Open-government reforms in Kansas are starting to become a regular thing—and the media can claim a good chunk of the credit.
Last year, some inspired coverage by reporter Karen Dillon played a key role in changing state law to open up police records to the public.
This year, the efforts of journalists and media associations have again prompted legislative action to strengthen the state’s open-records laws—though those reforms haven’t crossed the finish line yet.
On Thursday, Republican state Sen. Molly Baumgardner introduced a bill, modeled on recommendations from state Attorney General Derek Schmidt, that would make emails by public officials about public business subject to the state’s open-records law, even if they are sent from private accounts.
The proposal to close the email loophole comes after a separate bill giving the state attorney general expanded powers to enforce the open-records and open-meetings laws overwhelmingly passed both chambers of the legislature late last week.
Both reform measures have connections to the media, though in different ways.
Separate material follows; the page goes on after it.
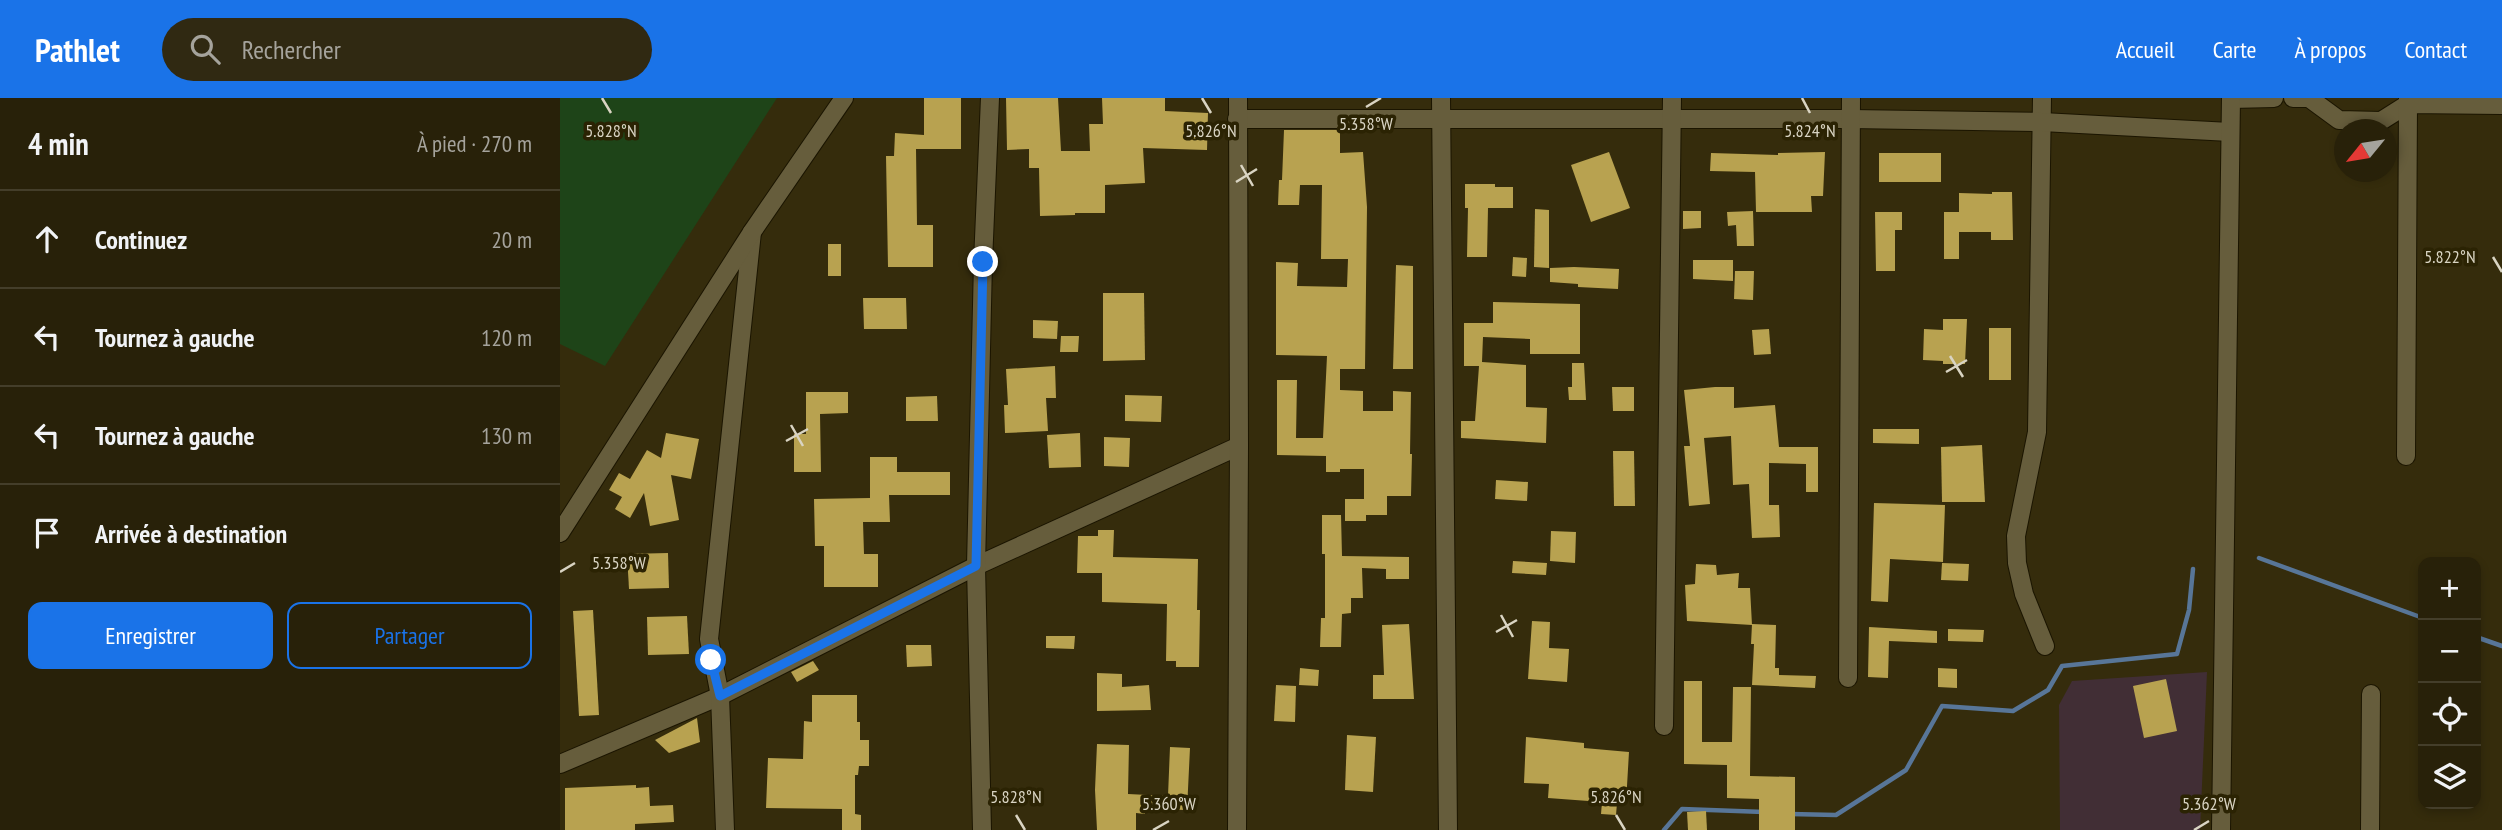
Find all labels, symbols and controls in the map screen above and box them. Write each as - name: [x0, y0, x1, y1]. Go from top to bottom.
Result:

Baumgardner’s bill arose from a controversy ignited by Wichita Eagle statehouse correspondent Bryan Lowry, who revealed in January that Gov. Sam Brownback’s budget director had used his private email account to communicate with lobbyists about the administration’s budget deliberations weeks before the (highly fraught, and highly consequential) details were revealed to lawmakers.
Months earlier, Lowry noted, the Eagle had made an open-records request for email and phone communications between the governor’s office and one of those same lobbyists, a former aide to Brownback who had gone on to work for the conservative Club for Growth and other groups. Under current state law—which applies to records made or maintained by a public agency, not by public officials themselves—emails sent from private accounts did not appear to be covered by such requests.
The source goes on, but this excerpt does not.